[[ Exercise inputs, beginning ]]
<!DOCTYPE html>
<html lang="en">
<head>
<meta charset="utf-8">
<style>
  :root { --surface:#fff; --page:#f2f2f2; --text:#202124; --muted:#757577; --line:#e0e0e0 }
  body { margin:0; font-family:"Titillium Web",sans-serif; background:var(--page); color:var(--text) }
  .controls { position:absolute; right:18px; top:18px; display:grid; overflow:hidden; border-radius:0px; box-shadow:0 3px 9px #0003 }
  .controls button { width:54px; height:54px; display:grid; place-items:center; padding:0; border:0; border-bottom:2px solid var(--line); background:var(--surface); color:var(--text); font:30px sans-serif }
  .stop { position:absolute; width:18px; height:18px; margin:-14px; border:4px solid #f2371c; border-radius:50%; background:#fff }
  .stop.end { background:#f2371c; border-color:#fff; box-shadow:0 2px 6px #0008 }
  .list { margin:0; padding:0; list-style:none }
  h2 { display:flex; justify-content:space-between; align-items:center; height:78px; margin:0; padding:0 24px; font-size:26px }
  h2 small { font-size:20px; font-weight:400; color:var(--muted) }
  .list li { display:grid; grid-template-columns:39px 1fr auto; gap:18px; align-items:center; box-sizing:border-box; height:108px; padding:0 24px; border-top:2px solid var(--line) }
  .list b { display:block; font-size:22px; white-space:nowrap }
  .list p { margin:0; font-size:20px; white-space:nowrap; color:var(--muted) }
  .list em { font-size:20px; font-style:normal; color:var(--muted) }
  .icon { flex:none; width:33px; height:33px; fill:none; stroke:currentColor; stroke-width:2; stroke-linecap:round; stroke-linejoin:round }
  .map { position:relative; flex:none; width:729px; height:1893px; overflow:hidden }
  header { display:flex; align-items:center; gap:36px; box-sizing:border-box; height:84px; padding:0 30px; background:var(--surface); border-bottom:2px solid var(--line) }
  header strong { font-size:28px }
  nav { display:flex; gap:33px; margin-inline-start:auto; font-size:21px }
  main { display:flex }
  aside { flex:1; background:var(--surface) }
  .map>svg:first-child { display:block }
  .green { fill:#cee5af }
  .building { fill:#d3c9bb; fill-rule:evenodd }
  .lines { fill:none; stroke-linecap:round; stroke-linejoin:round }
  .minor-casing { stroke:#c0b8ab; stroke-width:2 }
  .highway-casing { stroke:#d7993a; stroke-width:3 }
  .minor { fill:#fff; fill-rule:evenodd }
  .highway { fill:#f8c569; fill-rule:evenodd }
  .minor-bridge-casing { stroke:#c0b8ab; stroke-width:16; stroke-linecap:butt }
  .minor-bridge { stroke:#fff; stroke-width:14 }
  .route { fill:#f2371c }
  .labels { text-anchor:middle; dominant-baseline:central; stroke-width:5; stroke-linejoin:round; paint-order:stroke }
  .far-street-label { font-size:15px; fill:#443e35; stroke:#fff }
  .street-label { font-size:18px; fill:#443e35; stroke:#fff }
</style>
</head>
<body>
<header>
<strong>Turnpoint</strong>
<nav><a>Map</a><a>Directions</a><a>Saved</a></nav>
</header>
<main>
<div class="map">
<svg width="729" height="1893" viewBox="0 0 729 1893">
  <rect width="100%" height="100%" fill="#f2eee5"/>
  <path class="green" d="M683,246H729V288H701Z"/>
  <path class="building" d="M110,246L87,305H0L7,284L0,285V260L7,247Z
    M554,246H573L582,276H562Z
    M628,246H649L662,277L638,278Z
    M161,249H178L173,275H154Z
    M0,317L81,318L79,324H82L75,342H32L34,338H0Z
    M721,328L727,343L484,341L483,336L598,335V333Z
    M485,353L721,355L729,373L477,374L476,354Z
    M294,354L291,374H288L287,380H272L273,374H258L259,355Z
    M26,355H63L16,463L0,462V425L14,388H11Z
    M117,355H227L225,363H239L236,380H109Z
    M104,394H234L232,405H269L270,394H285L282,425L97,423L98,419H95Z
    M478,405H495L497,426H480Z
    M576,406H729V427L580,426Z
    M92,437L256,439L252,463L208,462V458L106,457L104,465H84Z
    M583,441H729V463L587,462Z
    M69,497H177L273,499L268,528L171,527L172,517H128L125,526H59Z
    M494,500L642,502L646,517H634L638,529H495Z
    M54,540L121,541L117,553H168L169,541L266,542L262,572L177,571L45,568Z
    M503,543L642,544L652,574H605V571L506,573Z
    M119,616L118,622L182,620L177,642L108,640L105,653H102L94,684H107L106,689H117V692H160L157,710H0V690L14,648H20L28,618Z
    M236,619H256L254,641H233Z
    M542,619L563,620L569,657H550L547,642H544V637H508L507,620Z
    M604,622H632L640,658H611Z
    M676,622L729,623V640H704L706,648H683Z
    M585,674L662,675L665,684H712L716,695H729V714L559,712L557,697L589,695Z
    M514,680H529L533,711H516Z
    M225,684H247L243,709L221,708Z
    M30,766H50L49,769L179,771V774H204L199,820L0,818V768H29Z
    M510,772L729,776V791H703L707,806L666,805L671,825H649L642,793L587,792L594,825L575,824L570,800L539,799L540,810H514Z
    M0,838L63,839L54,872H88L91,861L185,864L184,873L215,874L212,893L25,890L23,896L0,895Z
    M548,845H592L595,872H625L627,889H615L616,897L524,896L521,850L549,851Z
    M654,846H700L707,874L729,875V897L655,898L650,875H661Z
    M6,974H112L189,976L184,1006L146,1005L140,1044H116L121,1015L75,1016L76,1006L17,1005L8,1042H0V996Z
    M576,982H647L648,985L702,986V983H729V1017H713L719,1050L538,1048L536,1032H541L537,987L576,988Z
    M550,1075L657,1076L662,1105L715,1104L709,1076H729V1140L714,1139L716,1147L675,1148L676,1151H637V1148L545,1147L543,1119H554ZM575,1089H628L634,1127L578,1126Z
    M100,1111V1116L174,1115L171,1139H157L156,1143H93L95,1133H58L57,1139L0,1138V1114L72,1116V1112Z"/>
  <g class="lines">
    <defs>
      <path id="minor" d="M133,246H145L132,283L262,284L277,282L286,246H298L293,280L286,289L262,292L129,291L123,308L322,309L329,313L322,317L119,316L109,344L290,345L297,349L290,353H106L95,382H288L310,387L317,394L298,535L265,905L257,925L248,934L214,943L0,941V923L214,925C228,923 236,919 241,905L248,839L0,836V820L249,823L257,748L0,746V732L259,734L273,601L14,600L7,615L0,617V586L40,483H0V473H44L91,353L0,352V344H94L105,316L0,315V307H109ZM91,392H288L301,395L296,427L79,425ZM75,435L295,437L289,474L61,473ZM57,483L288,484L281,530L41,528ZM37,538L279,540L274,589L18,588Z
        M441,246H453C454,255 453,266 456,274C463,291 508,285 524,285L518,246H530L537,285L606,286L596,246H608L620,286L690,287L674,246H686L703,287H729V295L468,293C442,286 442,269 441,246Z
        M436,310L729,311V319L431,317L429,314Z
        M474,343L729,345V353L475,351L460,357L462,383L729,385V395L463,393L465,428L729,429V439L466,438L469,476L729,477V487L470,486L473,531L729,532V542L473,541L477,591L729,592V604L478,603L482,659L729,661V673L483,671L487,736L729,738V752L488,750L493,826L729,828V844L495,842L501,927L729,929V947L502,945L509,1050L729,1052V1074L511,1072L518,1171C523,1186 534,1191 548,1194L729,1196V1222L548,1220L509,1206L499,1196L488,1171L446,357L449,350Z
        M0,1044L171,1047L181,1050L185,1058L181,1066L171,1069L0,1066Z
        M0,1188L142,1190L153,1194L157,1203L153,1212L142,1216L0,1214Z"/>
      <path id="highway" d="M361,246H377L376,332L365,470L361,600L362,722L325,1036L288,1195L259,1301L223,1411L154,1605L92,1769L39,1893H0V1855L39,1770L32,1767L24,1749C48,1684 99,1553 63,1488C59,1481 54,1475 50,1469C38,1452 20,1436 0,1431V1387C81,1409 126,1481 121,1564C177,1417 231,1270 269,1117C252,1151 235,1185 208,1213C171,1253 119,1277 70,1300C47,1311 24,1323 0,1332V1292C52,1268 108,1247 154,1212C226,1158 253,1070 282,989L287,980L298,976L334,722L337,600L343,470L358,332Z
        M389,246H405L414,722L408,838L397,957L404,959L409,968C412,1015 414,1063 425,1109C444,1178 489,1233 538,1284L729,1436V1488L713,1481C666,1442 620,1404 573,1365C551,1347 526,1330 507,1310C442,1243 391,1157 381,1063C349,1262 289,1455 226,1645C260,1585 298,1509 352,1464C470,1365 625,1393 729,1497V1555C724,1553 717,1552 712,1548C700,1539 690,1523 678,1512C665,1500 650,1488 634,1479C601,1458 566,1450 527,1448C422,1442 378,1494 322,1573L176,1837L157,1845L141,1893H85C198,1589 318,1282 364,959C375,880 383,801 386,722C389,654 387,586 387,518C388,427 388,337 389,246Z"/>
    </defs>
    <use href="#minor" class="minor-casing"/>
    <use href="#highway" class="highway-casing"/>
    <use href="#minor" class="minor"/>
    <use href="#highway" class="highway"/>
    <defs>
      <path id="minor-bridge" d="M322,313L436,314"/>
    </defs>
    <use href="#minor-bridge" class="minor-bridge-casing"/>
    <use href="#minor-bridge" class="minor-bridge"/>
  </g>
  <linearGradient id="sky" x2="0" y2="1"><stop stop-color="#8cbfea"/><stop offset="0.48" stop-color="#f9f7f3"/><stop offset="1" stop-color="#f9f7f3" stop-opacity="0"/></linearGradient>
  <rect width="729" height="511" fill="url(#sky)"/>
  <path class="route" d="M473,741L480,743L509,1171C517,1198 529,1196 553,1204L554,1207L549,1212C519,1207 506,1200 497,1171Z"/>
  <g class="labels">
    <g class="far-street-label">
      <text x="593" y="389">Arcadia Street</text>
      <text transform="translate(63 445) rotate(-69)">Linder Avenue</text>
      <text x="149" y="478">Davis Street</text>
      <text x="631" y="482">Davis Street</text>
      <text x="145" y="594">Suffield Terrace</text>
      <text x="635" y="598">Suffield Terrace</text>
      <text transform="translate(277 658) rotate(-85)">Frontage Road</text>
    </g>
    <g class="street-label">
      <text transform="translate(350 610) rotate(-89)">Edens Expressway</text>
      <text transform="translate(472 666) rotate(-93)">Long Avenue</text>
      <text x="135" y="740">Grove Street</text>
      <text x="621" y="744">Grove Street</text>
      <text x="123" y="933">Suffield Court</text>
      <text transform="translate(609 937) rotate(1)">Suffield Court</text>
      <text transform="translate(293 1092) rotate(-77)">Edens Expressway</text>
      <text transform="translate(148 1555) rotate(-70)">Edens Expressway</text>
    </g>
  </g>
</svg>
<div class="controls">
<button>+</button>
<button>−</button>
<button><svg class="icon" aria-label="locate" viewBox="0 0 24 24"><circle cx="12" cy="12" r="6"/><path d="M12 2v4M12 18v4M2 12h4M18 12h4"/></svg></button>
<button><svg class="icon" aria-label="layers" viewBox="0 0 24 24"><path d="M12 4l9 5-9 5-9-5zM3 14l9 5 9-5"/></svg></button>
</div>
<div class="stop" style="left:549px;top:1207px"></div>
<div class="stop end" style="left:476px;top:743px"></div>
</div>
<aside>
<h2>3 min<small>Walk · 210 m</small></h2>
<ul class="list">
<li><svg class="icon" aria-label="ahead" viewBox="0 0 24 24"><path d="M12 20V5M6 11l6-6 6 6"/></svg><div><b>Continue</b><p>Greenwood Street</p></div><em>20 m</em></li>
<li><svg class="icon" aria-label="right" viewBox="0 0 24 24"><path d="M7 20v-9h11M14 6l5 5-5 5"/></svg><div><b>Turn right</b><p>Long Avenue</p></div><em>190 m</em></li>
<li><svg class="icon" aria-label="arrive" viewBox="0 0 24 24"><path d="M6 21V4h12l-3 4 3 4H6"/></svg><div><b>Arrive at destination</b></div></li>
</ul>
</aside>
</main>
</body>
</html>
[[ Exercise inputs, end ]]
:: Task description ::
Show each line of the records above containing "lines".

:: Expected answer ::
  .lines { fill:none; stroke-linecap:round; stroke-linejoin:round }
  <g class="lines">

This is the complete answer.